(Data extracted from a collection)
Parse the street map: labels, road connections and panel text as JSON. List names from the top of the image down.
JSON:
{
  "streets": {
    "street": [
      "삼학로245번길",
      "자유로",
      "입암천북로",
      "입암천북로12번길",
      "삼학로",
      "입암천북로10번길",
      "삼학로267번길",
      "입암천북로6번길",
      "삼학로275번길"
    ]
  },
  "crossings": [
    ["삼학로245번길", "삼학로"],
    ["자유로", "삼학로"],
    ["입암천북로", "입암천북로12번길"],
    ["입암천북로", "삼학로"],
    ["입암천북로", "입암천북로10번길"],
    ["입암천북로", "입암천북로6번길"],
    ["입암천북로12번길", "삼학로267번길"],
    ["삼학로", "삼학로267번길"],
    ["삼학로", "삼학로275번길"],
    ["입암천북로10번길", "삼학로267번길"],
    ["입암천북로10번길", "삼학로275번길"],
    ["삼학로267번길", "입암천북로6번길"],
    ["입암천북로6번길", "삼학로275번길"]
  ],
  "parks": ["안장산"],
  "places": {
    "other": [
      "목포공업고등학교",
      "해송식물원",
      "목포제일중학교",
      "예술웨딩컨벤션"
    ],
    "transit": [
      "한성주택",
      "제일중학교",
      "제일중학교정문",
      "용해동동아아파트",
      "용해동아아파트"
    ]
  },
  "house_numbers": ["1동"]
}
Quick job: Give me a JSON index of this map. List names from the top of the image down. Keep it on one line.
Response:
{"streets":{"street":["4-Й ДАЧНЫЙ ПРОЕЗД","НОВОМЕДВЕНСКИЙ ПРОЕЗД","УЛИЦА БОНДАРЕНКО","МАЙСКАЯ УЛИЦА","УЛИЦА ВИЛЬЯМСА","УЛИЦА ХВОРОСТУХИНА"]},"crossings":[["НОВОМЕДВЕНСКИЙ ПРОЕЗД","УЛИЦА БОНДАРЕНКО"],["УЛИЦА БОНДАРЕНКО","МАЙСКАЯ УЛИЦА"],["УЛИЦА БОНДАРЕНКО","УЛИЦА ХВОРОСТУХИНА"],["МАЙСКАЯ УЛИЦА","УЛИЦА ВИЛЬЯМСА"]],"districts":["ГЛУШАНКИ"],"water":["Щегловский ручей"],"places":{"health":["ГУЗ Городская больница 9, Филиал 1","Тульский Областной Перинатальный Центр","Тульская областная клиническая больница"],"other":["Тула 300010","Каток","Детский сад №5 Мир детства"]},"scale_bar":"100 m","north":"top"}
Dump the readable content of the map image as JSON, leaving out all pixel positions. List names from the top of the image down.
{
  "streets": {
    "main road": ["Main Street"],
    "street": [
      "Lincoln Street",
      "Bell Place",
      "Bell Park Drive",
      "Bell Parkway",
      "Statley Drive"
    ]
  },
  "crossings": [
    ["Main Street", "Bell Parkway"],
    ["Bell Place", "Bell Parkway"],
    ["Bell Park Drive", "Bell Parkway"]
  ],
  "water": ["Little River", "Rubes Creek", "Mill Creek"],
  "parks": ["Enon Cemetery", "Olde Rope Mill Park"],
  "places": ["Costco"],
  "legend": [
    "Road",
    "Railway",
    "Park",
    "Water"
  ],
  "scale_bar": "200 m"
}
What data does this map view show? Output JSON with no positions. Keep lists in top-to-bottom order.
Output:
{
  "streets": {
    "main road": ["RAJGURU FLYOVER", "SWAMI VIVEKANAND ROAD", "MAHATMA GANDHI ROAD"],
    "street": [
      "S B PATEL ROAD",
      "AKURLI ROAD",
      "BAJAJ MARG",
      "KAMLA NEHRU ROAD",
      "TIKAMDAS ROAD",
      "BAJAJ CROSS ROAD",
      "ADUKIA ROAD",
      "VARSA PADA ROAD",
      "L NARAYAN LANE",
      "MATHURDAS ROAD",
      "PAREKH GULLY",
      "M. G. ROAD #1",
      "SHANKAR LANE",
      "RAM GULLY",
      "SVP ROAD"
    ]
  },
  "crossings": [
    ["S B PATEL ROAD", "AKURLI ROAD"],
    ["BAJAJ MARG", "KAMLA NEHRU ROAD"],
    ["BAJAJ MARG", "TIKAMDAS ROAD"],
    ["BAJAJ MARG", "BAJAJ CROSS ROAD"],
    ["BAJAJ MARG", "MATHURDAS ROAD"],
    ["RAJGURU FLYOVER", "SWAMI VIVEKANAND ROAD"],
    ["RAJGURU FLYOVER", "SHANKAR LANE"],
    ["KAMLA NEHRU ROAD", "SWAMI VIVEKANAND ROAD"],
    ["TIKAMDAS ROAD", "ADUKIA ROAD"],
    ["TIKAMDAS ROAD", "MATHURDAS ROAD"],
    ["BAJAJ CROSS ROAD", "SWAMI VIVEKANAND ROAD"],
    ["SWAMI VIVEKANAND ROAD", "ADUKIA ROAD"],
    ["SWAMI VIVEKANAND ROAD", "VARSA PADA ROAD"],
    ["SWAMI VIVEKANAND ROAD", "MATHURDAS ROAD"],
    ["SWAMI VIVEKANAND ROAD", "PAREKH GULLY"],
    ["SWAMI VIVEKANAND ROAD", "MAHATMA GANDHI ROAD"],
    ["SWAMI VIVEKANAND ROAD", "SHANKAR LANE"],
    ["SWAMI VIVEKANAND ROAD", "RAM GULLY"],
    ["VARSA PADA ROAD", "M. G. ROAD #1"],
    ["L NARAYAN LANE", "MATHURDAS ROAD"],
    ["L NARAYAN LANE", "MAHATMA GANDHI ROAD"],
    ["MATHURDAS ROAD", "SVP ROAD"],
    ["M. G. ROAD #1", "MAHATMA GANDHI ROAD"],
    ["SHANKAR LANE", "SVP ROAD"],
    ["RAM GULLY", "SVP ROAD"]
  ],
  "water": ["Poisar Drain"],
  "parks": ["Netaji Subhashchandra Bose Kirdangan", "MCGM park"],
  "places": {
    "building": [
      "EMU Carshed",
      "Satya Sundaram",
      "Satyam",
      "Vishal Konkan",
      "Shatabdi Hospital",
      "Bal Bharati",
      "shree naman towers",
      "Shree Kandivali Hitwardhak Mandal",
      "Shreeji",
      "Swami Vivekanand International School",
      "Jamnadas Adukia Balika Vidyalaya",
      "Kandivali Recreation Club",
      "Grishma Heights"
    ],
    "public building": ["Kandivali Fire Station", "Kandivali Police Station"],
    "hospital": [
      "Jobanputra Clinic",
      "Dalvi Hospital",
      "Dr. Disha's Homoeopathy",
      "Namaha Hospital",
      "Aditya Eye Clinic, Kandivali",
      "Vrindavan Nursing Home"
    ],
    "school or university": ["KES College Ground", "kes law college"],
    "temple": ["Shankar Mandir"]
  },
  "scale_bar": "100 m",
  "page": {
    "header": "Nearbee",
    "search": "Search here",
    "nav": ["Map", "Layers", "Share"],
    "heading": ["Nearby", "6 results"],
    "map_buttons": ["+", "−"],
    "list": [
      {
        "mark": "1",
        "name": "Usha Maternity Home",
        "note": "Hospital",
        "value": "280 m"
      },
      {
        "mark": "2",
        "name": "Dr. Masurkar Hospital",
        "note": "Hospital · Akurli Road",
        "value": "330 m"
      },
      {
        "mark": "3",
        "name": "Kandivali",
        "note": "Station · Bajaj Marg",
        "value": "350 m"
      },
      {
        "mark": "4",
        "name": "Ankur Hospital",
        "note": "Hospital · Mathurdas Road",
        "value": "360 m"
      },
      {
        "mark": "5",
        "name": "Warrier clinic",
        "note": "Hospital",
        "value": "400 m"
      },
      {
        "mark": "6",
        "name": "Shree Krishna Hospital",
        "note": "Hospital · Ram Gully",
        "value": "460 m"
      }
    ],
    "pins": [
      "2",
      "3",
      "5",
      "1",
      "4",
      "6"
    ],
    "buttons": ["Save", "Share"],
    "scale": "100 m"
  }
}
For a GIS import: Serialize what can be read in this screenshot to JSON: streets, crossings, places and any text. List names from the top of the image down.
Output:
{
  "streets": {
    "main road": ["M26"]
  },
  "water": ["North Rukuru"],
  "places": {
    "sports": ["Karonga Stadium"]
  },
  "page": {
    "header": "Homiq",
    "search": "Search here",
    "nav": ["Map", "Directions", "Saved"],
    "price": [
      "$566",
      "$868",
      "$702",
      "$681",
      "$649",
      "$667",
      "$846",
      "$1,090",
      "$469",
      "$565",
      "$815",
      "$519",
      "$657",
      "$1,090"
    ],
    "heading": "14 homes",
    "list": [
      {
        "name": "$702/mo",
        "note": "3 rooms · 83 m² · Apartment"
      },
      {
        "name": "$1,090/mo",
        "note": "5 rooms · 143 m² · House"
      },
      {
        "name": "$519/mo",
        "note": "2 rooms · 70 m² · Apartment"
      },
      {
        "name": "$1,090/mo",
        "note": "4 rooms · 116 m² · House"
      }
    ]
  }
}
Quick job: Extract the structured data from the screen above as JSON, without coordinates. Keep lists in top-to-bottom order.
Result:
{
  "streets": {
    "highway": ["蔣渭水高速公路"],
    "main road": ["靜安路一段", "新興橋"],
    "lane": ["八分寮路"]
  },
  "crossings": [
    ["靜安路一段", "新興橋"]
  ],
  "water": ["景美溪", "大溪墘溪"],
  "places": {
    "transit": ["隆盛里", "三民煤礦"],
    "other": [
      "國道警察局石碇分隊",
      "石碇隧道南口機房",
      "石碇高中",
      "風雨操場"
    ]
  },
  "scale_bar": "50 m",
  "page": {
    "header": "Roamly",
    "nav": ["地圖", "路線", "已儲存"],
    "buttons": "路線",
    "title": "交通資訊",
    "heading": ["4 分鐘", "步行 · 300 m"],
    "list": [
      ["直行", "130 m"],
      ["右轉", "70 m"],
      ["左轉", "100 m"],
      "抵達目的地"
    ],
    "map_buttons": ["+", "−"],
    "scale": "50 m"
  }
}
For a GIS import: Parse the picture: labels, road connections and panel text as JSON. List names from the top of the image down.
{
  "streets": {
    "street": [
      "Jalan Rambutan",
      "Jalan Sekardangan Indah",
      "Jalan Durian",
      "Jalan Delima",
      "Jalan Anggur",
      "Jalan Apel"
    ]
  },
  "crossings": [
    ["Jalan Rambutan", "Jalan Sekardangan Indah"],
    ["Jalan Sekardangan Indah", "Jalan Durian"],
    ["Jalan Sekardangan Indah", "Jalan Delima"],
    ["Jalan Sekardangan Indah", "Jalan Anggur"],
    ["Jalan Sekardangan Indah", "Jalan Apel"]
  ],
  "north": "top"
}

Work instruction
Reproduce the entries exactly, but only from their first line to the line holding "Quick job: Give", with that last line kept.

Answer section
Parse the street map: labels, road connections and panel text as JSON. List names from the top of the image down.
JSON:
{
  "streets": {
    "street": [
      "삼학로245번길",
      "자유로",
      "입암천북로",
      "입암천북로12번길",
      "삼학로",
      "입암천북로10번길",
      "삼학로267번길",
      "입암천북로6번길",
      "삼학로275번길"
    ]
  },
  "crossings": [
    ["삼학로245번길", "삼학로"],
    ["자유로", "삼학로"],
    ["입암천북로", "입암천북로12번길"],
    ["입암천북로", "삼학로"],
    ["입암천북로", "입암천북로10번길"],
    ["입암천북로", "입암천북로6번길"],
    ["입암천북로12번길", "삼학로267번길"],
    ["삼학로", "삼학로267번길"],
    ["삼학로", "삼학로275번길"],
    ["입암천북로10번길", "삼학로267번길"],
    ["입암천북로10번길", "삼학로275번길"],
    ["삼학로267번길", "입암천북로6번길"],
    ["입암천북로6번길", "삼학로275번길"]
  ],
  "parks": ["안장산"],
  "places": {
    "other": [
      "목포공업고등학교",
      "해송식물원",
      "목포제일중학교",
      "예술웨딩컨벤션"
    ],
    "transit": [
      "한성주택",
      "제일중학교",
      "제일중학교정문",
      "용해동동아아파트",
      "용해동아아파트"
    ]
  },
  "house_numbers": ["1동"]
}
Quick job: Give me a JSON index of this map. List names from the top of the image down. Keep it on one line.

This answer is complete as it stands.